Could you briefly recap the highlights of the sale of the plant business, the primary assets that were of interest to the buyer, the focus of the R&D and the goals which must be met to reach the milestone?

I think in terms of exactly the asset that we transferred to Dow, I don't want to go into that just to respect Dow's wishes here to not make all of this public. But, you know, we have a, as you know, we've had a very powerful plant trait discovery engine up in Portland that's generated a lot of interesting insights.

And (inaudible) was very interested in our ability to, let's say, manipulate genes in major crops, and that's basically the part of the business that they acquired. We have other aspects of the business up there that they did not, and that we believe we can potentially monetize further.

And the focus of the R&D and the goal for the milestone?

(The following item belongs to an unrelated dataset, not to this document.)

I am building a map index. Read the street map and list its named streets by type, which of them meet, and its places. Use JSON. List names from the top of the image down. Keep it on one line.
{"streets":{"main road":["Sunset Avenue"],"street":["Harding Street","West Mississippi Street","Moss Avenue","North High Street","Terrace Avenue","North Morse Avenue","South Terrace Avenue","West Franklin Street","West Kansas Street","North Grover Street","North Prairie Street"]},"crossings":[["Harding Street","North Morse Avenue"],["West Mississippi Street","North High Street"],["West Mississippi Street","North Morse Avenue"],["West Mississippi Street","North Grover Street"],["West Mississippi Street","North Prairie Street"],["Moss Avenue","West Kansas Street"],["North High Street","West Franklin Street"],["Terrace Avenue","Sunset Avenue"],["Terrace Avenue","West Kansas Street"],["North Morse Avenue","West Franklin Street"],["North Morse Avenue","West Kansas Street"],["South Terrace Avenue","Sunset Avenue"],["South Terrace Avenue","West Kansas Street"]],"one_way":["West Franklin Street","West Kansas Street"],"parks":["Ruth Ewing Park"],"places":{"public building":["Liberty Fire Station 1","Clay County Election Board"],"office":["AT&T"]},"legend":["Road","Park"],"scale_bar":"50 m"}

We haven't disclosed any of that publicly, and we're just trying to respect the wishes of our partner there.

Okay. Thank you.

Thank you very much, ma'am. At this time, sir, have you no further questions in queue.

Okay. Well, look, let me just thank everybody for your attention. I know we talked for a bit today. We have a lot of information to let you know. And we thank you all for your attention. And we'll all get back to work. Thanks.

Thank you very much, sir. Thank you, ladies and gentlemen, for your participation in today's conference call. This concludes your presentation for today. You may now disconnect. Have a good day.